The co-ops that do survive, like the Group Health Cooperative in Washington State, lack the inherent advantages of a real public option, and operate like just another health insurer. It’s unlikely that state-based or regional co-op health plans would have the market clout or purchasing power to lower costs or improve the delivery of care. Without the advantage of size, the different state co-ops would not be able to negotiate significantly lower prices with providers (they would have to compete with private insurers) or change reimbursement practices. In sum, they would act like private insurers. (Conversely, a national public option that has access to Medicare’s provider base, can achieve greater efficiencies.)
At a recent Alliance for Health Care Reform event, health care economist Uwe Reinhardt facetiously recalled a “nightmare” in which member-owned and operated co-ops became for-profit companies. As he reminded his audience, “you are all too young, but I’m old enough to remember, there were such co-ops once, they were called Blue Cross. They were owned by the members and so on and so forth and most of them went for-profit.” Watch it:
Indeed, as Jonathan Cohn recalls in SICK: The Until Story of America’s Health Care Crisis And The People Who Pay The Price, the early Blue Cross co-op-like plans of the 1930s “pledged themselves to a public purpose: bringing health insurance to large numbers of people.” They based their premiums on “a community rate: every subscriber, regardless of age, sex, or medical condition, paid the same monthly amount…Many insurers also practiced some form of ‘guaranteed issue,’ giving coverage to anybody who agreed to pay their premiums.” This community model worked, as long as the insurer covered large groups of people, in which the healthy subsidized the costs of the sick.
By the 1950s, commercial insurers arrived on the scene. But unlike the Blues, “commercial insurers don’t have a mandate to serve the public good — or to fill hospital bends. Their goal was to make money. And the most obvious way to do that was to target groups of relatively healthy subscribers.” Rather than charging everyone the same premiums, private insurers “offered to insure these people at rates that more closely reflected their own health status, then adjusted rates year after year according to how that status changed. This method of pricing insurance, known as experience rating, allowed commercial insurers to undercut the prices the Blues were offering.”
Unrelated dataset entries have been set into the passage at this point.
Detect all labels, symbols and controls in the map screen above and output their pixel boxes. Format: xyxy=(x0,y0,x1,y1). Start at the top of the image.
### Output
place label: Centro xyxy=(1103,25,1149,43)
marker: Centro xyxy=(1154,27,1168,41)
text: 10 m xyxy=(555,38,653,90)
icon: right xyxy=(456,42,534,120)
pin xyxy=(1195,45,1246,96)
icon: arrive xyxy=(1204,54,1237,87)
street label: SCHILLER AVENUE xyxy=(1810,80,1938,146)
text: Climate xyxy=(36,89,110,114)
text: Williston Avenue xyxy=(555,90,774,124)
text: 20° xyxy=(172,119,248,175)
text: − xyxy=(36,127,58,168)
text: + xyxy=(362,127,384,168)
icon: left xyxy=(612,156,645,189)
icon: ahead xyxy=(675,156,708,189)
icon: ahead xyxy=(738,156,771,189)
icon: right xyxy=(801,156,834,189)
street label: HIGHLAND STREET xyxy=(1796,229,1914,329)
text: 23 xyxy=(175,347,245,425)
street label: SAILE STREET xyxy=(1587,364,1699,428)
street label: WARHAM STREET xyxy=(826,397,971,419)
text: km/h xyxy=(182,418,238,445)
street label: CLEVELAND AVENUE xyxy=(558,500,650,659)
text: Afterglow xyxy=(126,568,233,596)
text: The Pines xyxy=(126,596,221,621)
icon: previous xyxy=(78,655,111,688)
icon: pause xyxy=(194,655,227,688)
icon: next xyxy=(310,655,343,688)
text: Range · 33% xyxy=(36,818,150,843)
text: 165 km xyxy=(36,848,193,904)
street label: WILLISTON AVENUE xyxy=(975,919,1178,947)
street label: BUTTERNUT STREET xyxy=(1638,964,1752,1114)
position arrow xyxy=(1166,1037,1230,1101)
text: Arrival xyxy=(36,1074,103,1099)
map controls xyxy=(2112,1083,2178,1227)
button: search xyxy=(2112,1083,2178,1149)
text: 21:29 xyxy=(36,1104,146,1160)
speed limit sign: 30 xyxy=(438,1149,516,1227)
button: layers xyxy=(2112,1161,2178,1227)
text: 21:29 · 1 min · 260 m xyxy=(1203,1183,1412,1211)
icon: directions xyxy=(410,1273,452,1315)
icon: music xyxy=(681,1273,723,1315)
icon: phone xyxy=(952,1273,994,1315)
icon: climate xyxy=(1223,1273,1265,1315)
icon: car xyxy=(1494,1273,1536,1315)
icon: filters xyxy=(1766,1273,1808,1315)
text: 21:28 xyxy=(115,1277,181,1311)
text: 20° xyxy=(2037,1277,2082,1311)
Ultimately, as private insurers began to attract more and more healthy Americans and “enrollment in commercial insurance surged past enrollment in Blue Cross during the 1950s, the Blues finally began a slow retreat from their founding principles…By 1968, Odin Anderson, one of the country’s leading experts on health insurance, declared that “the community rate concept is, for all practical purposes, dead.”
As Cohn concludes, “except for the name and the logo, Blue Cross is a wholly different enterprise from what it was in the 1930s and the 1940s. In 1986, Congress took away the tax breaks for Blue Cross, following a finding by the IRS that the plans were no longer very different form their commercial counterparts. This prompted many of the plans to convert to for-profit status outright.”